彼女もこの街を出たいと思っていた若者の1人で、地元に残る友人相手に「自分は都会人として自由を謳歌する」と息巻いていたらしい。
「まあ、大体そんな感じ」
全てを話し終えると、育はけろっと元の陽気な声に戻った。賢太は、返すべき言葉が考えつかないでいた。親身になるべきか、健気に振る舞うべきか。賢太が言いあぐねていると
「マツケンは地元嫌い?」
と聞いてきた。
「嫌い…… まあ、そうかな」
「そうだよね。私もそうだったし。でもさ、帰ってきてからちょっとだけ好きになってきたんだよね」
「どこが? 好きになれる所なんてないでしょ」
「そうかもしれないけど。なんていうのかなぁ」
うんうん唸る声が聞こえる。賢太はこの街に愛すべき部分など1つたりともないと本心から思っていた。仮に嫌いでなかったとしても、好きにはならない。
「本当に何にもないんだけどさ。生ぬるさというか?」
生ぬるさ。それはまさしく、賢太がこの街を嫌いな理由を的確に言い表した言葉だった。
「僕は、むしろそこが嫌いなんだけどなぁ」
「それはマツケンが、できる人だからじゃないの?」
「いや、僕は全然そんなじゃ」
「だって、プログラム? みたいな。よく分からないけど。東京のIT企業で働くんでしょ? イケイケじゃん」
「IT企業もピンキリだよ。僕のはそんなにキラキラしてないし」
「でも、すごいよ。私みたいなただの事務職じゃないし」
育の言葉に再び自虐が戻ってきた。
「そんなに卑下しなくても。僕だって、プログラムは出来てもエクセルとか全然だめだし」
「えっ? プログラマーってエクセル程度余裕なんじゃないの?」
「いやもう、ちんぷんかんぷん。僕だってその程度なんだ」
「へー。でもやっぱり思っちゃうんだよね。私とマツケンは違う人種だって」
「どっちも日本人でしょ」
「そういう意味じゃなくて」
賢太は背もたれに体重をかける。椅子が軋む。
「何にもないこの街に同情するというか。気持ちが分かるんだよね。マツケンにはきっと分からないよ」
そう言われて、鼓動が早まるのを感じた。触られたくない心の深淵を覗かれたようで、ひどく動揺した。そして、何より不安だったのは、その心の深淵に何があるのかを賢太自身が把握できていないことだった。

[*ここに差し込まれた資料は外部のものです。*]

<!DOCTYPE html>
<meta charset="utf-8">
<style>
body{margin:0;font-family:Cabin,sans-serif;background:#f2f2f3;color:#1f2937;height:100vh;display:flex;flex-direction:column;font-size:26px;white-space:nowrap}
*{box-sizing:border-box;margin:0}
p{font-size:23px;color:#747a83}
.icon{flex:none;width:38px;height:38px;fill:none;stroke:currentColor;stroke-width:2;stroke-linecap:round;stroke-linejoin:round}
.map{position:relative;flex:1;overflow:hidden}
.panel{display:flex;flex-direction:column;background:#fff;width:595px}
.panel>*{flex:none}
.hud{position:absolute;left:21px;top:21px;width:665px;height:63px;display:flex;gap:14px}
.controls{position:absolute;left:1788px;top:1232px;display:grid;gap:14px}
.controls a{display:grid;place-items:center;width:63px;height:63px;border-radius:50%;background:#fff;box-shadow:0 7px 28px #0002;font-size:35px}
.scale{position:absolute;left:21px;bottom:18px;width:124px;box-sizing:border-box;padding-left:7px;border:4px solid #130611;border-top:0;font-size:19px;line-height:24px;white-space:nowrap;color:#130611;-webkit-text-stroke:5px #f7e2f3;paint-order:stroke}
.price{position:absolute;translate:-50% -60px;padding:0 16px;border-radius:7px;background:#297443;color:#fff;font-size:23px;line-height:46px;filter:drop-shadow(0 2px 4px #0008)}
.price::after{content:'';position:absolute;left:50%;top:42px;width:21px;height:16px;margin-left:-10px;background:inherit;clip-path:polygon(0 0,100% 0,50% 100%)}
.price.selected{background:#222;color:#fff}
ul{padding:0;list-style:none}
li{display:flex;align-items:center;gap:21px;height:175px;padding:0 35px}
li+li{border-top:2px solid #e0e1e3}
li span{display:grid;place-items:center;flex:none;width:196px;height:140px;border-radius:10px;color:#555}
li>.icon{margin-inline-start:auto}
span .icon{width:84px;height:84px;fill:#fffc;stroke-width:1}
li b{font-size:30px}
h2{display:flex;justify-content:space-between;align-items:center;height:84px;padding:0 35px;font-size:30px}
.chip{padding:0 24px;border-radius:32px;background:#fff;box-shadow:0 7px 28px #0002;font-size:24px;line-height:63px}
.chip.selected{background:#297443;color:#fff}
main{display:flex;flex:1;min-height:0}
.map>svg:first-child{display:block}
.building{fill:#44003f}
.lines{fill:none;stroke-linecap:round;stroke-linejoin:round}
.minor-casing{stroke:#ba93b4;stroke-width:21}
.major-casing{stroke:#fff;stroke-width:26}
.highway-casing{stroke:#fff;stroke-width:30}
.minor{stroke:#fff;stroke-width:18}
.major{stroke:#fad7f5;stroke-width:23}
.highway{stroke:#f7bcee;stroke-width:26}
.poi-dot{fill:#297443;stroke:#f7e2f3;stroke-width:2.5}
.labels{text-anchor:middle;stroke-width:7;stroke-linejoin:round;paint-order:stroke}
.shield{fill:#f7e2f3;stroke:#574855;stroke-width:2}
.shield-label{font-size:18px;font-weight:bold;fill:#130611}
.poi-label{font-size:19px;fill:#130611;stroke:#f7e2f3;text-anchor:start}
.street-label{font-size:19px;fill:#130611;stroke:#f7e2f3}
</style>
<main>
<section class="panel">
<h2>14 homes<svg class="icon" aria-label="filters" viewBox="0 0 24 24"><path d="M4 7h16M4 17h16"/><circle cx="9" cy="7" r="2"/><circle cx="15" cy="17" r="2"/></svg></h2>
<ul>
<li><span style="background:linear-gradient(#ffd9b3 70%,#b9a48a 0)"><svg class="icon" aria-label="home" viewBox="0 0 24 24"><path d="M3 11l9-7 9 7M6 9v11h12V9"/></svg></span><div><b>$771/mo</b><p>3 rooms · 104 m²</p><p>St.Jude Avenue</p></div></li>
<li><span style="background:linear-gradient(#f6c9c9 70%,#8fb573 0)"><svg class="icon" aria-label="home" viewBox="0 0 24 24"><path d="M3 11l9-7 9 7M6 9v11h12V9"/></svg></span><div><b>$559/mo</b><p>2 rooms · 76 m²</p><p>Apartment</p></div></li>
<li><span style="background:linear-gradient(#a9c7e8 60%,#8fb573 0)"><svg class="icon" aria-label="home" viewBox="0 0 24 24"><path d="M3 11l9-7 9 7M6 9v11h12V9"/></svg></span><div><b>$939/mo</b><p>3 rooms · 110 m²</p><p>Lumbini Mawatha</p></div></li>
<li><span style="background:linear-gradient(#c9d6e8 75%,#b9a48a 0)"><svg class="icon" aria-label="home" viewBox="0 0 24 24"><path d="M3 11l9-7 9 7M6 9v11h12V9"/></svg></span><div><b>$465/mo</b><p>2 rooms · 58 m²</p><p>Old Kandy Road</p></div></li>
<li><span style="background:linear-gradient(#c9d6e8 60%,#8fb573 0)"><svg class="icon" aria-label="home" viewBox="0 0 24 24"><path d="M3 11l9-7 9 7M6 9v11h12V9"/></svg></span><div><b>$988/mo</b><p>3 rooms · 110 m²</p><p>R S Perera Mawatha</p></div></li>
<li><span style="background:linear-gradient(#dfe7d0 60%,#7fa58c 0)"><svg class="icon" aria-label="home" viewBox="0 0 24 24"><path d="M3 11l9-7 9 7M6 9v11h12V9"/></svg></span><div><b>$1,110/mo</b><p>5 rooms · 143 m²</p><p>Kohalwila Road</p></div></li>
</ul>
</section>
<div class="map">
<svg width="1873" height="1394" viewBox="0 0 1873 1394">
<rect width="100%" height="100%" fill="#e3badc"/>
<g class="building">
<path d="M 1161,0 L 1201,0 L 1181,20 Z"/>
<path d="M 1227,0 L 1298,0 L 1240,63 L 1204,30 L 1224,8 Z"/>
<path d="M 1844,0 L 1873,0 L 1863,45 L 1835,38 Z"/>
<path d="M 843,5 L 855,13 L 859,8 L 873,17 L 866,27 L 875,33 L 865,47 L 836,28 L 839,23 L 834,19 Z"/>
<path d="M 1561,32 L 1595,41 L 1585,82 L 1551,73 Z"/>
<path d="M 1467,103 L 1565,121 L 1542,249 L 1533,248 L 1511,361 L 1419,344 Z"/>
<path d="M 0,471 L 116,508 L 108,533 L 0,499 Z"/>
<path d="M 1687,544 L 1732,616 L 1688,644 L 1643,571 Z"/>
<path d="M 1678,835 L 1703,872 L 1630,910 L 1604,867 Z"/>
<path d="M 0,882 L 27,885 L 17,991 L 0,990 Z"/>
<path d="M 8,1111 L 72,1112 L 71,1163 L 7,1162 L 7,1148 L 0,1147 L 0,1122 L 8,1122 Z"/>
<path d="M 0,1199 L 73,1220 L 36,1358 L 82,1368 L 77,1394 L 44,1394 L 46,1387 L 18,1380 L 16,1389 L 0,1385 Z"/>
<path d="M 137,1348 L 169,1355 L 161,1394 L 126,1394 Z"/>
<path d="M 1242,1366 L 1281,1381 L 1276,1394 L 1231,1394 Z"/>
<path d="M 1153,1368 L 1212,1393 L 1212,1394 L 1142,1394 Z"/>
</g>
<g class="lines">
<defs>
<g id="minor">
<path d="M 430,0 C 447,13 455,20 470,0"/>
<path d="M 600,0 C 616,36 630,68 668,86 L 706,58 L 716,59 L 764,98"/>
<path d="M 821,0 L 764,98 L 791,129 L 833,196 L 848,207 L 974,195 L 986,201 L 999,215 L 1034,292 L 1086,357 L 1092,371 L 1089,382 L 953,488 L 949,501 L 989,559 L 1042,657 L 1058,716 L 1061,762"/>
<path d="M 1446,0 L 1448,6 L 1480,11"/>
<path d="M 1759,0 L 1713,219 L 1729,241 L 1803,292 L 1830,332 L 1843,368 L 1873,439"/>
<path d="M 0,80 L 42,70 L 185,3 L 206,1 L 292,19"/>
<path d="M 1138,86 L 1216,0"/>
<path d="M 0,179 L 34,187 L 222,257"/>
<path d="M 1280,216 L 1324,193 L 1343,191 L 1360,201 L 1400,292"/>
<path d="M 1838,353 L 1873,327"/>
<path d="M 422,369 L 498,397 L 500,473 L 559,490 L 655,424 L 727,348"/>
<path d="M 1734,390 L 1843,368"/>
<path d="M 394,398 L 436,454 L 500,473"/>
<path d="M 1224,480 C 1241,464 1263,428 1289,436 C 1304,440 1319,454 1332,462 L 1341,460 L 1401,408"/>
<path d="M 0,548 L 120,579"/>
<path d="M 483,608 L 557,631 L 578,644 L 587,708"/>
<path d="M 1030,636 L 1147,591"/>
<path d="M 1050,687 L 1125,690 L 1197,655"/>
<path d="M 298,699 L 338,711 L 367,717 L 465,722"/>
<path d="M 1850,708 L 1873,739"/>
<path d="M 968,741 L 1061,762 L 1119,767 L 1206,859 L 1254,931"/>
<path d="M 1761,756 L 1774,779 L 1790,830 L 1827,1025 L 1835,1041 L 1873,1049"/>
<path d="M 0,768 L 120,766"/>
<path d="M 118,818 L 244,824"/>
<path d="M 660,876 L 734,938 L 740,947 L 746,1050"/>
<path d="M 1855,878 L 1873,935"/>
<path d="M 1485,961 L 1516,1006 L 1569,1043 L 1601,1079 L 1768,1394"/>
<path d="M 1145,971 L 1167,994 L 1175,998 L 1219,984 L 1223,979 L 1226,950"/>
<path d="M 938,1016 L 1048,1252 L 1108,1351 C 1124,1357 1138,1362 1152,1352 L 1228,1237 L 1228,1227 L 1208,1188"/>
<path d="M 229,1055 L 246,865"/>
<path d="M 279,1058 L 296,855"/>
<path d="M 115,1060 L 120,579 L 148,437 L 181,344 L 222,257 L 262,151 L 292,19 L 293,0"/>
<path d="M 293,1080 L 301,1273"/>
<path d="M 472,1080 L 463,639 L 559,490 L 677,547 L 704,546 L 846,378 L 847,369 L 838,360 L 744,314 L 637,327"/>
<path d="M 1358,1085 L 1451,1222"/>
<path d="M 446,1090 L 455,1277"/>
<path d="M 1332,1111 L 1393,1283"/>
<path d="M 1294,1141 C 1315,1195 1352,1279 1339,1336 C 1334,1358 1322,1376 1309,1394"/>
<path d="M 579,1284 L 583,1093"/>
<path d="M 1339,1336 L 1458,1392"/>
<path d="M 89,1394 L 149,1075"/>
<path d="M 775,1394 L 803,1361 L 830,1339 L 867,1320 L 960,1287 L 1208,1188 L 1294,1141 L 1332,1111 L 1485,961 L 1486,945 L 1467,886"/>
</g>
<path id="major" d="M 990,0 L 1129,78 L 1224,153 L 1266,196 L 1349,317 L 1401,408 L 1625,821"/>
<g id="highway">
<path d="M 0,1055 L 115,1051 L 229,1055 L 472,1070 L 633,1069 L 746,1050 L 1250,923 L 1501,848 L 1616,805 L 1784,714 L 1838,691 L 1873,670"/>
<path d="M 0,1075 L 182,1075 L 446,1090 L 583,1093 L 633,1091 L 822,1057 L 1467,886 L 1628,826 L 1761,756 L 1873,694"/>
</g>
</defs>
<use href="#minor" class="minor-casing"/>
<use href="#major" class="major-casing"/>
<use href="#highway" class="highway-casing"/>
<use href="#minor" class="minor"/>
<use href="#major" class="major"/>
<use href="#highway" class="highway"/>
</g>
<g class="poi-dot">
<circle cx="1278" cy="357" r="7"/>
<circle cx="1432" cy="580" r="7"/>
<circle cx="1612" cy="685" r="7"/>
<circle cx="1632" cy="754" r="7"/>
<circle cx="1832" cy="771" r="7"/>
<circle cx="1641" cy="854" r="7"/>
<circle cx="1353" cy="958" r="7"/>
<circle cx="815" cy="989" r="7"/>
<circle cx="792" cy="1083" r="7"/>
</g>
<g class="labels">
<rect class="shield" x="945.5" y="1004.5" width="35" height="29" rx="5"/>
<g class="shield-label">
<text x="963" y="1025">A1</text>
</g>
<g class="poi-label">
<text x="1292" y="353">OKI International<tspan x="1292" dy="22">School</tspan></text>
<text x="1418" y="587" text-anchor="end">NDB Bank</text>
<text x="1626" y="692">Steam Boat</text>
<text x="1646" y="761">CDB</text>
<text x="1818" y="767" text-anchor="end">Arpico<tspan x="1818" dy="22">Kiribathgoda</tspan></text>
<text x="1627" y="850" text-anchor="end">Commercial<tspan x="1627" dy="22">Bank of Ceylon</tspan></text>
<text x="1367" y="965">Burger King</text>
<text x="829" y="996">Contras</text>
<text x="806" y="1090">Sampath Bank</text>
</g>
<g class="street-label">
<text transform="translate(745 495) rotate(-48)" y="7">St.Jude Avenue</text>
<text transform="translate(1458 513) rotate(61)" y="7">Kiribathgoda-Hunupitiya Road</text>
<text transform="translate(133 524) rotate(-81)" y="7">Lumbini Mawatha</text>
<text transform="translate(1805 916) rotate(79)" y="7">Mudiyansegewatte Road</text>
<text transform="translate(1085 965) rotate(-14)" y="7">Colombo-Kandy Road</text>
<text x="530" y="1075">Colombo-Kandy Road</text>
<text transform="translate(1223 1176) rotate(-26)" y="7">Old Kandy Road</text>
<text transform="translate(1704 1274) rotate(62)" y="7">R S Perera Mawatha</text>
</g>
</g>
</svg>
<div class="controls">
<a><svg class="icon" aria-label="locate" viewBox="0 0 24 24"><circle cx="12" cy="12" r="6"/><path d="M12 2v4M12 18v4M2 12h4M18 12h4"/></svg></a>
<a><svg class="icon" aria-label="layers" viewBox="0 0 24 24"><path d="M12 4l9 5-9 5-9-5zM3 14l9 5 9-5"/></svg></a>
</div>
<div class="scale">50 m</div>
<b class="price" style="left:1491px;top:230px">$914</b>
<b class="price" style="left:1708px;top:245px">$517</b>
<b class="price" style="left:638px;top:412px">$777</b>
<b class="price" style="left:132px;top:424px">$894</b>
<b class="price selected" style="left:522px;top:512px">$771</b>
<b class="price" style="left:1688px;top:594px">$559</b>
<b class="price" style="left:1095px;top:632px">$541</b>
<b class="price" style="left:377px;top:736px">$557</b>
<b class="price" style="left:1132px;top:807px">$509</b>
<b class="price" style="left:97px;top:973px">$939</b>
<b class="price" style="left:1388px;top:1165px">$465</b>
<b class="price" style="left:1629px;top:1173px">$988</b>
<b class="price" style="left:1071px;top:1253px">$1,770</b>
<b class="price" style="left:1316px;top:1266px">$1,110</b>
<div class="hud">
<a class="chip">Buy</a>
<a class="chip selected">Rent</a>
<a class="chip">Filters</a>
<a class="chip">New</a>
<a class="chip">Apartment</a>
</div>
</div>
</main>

結局その日は、あてのない言いあいが続いて通話を終えた。賢太はベッドに寝転がって改めてこの街への想いを考え直した。
映画館がない。ショッピングモールがない。当然IT企業などあるはずもない。漠然とした生ぬるい空気。郷土愛を育ませない歴史の薄さ。
これらはこの街が嫌いな理由の一部であることは間違いない。しかし、本当にそれだけだろうか。他にもっと大きな理由があるような気がして止まない。